▶ _Activity_
Extract all of the data and reproduce it precisely.

Supplied entries: Begin

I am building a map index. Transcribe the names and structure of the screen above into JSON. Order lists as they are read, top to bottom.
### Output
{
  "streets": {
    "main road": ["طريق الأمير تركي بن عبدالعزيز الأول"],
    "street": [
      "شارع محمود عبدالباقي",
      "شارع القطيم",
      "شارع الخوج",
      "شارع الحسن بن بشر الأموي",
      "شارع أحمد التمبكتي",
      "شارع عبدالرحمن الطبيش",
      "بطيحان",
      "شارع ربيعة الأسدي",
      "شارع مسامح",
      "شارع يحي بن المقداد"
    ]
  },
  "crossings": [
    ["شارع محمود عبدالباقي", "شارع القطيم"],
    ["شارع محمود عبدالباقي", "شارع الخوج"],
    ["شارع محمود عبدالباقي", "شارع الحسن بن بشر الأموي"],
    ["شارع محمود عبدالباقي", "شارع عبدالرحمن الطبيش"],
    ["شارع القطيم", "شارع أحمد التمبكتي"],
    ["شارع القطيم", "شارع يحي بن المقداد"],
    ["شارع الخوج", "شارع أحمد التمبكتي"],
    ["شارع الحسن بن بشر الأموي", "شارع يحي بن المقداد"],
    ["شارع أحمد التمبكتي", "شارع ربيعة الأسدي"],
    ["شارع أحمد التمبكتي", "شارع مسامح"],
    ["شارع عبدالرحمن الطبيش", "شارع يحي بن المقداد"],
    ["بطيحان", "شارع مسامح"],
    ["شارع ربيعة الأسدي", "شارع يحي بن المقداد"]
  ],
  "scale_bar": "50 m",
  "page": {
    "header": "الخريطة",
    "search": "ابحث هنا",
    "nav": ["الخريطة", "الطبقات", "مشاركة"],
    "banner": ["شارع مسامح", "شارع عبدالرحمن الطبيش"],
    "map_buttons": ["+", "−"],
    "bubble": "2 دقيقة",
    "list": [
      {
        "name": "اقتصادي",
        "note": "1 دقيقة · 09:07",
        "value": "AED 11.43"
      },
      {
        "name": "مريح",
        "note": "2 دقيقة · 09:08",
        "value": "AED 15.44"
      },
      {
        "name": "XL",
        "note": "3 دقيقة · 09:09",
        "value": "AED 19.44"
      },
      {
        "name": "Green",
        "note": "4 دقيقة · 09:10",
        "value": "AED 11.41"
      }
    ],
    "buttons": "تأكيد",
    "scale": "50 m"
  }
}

Supplied entries: End

▶ _Answer box_
I am building a map index. Transcribe the names and structure of the screen above into JSON. Order lists as they are read, top to bottom.
### Output
{
  "streets": {
    "main road": ["طريق الأمير تركي بن عبدالعزيز الأول"],
    "street": [
      "شارع محمود عبدالباقي",
      "شارع القطيم",
      "شارع الخوج",
      "شارع الحسن بن بشر الأموي",
      "شارع أحمد التمبكتي",
      "شارع عبدالرحمن الطبيش",
      "بطيحان",
      "شارع ربيعة الأسدي",
      "شارع مسامح",
      "شارع يحي بن المقداد"
    ]
  },
  "crossings": [
    ["شارع محمود عبدالباقي", "شارع القطيم"],
    ["شارع محمود عبدالباقي", "شارع الخوج"],
    ["شارع محمود عبدالباقي", "شارع الحسن بن بشر الأموي"],
    ["شارع محمود عبدالباقي", "شارع عبدالرحمن الطبيش"],
    ["شارع القطيم", "شارع أحمد التمبكتي"],
    ["شارع القطيم", "شارع يحي بن المقداد"],
    ["شارع الخوج", "شارع أحمد التمبكتي"],
    ["شارع الحسن بن بشر الأموي", "شارع يحي بن المقداد"],
    ["شارع أحمد التمبكتي", "شارع ربيعة الأسدي"],
    ["شارع أحمد التمبكتي", "شارع مسامح"],
    ["شارع عبدالرحمن الطبيش", "شارع يحي بن المقداد"],
    ["بطيحان", "شارع مسامح"],
    ["شارع ربيعة الأسدي", "شارع يحي بن المقداد"]
  ],
  "scale_bar": "50 m",
  "page": {
    "header": "الخريطة",
    "search": "ابحث هنا",
    "nav": ["الخريطة", "الطبقات", "مشاركة"],
    "banner": ["شارع مسامح", "شارع عبدالرحمن الطبيش"],
    "map_buttons": ["+", "−"],
    "bubble": "2 دقيقة",
    "list": [
      {
        "name": "اقتصادي",
        "note": "1 دقيقة · 09:07",
        "value": "AED 11.43"
      },
      {
        "name": "مريح",
        "note": "2 دقيقة · 09:08",
        "value": "AED 15.44"
      },
      {
        "name": "XL",
        "note": "3 دقيقة · 09:09",
        "value": "AED 19.44"
      },
      {
        "name": "Green",
        "note": "4 دقيقة · 09:10",
        "value": "AED 11.41"
      }
    ],
    "buttons": "تأكيد",
    "scale": "50 m"
  }
}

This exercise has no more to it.